Understanding Renaissance to be a pandemic-era endeavor, it’s a trip to scan the lyrics to “16 Carriages” and find a timestamp: “It’s been 38 summers, and I’m not in my bed / On the back of the bus and a bunk with the band / Going so hard now I miss my kids / Overworked and overwhelmed.” Bey turned 38 in late 2019, giving the song’s wistful reflections on past traumas (“I saw Mama crying / I saw Daddy lying”) and present-day stresses an air of classic 2020 overthinking.

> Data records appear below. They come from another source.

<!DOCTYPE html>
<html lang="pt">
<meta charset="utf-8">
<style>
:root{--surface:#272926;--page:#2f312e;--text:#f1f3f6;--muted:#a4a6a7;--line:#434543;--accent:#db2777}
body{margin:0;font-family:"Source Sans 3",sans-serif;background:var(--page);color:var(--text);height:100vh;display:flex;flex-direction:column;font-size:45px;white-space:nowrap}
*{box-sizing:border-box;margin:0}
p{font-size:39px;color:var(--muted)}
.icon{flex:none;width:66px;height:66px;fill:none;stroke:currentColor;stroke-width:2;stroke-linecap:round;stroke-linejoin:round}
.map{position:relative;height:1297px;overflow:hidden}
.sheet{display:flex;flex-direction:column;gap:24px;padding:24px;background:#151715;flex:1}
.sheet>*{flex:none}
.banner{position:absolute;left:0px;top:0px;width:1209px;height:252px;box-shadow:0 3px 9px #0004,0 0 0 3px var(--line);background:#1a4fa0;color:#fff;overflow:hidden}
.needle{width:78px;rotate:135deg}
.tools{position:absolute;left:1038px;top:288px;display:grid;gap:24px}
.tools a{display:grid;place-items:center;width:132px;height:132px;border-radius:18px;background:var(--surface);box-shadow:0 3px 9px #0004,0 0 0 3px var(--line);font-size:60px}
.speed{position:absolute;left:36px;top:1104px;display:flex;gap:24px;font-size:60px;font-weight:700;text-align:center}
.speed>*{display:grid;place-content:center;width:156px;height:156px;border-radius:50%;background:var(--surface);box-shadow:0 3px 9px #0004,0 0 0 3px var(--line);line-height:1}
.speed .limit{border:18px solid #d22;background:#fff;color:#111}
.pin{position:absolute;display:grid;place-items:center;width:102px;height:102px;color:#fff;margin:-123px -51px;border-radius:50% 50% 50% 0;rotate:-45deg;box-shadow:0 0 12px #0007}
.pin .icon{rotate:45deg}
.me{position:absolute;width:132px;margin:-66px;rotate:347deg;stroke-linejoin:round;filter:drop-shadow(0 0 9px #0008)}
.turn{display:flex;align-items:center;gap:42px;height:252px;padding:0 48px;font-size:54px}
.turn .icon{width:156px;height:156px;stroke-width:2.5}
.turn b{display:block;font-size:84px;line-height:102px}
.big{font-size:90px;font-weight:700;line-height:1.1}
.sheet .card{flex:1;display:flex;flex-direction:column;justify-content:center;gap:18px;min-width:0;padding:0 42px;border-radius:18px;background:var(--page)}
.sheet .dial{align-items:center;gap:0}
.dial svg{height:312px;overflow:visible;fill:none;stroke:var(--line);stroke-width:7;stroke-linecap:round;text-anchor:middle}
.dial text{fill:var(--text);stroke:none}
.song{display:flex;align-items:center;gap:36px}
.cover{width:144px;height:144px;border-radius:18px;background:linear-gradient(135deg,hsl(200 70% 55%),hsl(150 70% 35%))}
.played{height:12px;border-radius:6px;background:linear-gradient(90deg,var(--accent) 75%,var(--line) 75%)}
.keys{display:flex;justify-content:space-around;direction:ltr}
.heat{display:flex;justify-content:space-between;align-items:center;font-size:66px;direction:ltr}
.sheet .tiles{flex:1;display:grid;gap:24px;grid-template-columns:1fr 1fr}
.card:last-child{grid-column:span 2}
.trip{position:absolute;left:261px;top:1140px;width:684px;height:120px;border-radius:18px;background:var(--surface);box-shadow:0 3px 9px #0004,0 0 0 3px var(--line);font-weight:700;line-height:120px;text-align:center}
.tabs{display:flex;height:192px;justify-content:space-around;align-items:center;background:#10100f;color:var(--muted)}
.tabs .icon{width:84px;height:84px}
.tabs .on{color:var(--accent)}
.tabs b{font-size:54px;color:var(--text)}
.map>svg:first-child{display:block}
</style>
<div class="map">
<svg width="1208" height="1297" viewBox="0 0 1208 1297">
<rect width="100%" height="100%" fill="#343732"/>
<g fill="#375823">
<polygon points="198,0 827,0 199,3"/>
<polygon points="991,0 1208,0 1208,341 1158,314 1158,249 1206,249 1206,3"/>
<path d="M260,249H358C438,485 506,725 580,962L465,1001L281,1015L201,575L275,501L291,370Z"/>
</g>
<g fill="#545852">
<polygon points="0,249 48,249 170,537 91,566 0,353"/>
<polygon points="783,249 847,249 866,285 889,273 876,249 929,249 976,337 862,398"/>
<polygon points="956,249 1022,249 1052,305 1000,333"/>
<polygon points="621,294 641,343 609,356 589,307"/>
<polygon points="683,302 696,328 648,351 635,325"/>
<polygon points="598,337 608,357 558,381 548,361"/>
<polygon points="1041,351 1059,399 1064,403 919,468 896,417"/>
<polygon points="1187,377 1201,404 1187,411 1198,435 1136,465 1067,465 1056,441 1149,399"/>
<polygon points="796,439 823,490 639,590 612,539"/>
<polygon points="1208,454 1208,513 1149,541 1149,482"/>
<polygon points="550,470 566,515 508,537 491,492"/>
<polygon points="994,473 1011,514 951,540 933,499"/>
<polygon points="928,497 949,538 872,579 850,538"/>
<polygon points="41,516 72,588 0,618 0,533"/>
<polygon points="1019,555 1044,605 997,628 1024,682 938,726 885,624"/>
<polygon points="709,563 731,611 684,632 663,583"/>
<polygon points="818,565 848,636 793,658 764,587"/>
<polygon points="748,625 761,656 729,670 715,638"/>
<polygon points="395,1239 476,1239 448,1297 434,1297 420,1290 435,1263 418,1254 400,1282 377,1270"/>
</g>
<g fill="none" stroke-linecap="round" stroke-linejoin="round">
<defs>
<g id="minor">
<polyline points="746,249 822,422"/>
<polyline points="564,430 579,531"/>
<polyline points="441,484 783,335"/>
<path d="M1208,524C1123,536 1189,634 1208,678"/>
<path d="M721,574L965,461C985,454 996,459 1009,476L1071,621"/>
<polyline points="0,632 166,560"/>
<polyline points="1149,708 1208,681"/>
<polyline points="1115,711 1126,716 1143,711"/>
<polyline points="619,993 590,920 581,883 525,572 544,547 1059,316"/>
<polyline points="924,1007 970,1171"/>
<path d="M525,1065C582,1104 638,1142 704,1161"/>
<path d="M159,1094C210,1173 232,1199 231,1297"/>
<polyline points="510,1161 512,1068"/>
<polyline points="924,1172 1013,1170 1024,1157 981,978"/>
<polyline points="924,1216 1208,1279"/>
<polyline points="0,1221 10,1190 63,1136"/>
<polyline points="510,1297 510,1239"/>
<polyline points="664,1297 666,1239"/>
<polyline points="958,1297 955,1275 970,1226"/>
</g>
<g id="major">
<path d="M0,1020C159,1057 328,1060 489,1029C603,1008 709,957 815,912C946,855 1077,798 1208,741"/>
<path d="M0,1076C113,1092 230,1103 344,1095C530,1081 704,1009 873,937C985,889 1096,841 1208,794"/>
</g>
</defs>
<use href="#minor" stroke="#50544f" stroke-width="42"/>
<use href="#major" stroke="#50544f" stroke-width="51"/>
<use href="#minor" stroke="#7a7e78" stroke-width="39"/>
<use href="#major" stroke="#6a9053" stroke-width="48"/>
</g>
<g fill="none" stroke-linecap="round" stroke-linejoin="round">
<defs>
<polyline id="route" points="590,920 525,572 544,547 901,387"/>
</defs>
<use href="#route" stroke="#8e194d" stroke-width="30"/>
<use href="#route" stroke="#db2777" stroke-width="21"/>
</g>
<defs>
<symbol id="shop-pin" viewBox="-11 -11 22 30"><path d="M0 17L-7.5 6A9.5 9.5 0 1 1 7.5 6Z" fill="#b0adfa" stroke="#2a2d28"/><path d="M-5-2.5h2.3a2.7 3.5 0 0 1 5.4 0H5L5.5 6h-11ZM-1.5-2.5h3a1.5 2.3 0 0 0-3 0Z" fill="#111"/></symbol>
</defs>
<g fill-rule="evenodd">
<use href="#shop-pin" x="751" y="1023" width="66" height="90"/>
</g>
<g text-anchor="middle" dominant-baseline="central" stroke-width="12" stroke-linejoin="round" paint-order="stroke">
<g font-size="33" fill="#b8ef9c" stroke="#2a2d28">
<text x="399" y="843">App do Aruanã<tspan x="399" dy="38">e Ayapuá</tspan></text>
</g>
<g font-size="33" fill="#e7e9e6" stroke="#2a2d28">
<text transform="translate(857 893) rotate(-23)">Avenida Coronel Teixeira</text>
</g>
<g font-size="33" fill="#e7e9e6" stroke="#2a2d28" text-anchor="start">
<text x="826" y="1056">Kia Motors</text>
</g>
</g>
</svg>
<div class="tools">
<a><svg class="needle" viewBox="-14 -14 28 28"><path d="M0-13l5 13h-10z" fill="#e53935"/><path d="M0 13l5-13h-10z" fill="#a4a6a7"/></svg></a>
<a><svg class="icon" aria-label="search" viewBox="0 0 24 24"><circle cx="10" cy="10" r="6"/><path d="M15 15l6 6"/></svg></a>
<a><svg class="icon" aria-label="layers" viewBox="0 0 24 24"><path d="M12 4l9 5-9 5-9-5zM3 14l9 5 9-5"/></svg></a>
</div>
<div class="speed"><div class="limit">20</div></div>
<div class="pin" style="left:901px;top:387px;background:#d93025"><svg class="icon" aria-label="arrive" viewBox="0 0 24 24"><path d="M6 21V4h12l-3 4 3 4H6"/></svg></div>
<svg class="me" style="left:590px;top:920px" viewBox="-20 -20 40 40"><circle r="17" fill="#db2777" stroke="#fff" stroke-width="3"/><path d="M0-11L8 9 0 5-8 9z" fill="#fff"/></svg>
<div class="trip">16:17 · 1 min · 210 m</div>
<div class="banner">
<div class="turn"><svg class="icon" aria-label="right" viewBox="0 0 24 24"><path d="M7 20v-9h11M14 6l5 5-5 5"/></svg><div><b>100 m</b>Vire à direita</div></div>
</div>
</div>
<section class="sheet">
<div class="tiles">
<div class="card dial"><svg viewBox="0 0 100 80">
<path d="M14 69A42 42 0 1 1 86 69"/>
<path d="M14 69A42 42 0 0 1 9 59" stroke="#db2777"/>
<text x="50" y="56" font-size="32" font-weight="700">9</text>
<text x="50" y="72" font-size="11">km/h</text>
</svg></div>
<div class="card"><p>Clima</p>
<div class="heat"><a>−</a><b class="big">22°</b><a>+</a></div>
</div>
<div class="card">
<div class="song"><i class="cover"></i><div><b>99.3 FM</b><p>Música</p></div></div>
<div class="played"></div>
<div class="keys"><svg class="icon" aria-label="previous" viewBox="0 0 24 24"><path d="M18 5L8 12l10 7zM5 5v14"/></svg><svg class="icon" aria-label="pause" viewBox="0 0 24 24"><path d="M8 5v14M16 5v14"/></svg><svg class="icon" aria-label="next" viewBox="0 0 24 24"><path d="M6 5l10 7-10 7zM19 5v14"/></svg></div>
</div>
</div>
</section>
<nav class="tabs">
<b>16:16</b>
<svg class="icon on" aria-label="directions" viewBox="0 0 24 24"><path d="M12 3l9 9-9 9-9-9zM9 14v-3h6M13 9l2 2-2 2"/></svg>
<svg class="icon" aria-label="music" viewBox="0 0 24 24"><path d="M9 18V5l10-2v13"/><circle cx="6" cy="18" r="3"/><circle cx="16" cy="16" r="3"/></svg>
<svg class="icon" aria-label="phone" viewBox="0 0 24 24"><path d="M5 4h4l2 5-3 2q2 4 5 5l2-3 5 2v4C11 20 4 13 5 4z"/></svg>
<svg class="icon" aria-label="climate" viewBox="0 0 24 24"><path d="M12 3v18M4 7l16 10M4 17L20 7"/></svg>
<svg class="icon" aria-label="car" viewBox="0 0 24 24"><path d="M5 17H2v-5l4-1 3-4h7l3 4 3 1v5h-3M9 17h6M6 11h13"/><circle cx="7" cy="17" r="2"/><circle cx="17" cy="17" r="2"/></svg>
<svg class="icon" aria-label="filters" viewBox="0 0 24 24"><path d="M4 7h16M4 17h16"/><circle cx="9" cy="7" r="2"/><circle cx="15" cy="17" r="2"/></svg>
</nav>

The bustling horns, banjos, whoops, and whistles suggest familiarity with the scrappy sort of heartland rock of Zach Bryan’s “Overtime,” the cloying earnestness of equally beloved and reviled acts like the Lumineers, and the bluegrass retrenchments artists like Brad Paisley and Dierks Bentley embark on to get back in touch with their roots. The opportunity for new listeners to be enriched by folk, country, and bluegrass — and for talented Black artists like Rhiannon Giddens, Robert Randolph, and Raphael Saadiq to shepherd a powerhouse vocalist through joyful applications of rap and R&B cadences to the oldest American music forms — is more valuable than whatever gasket a conservative Establishment claiming Morgan “Apology Tour” Wallen as king may blow.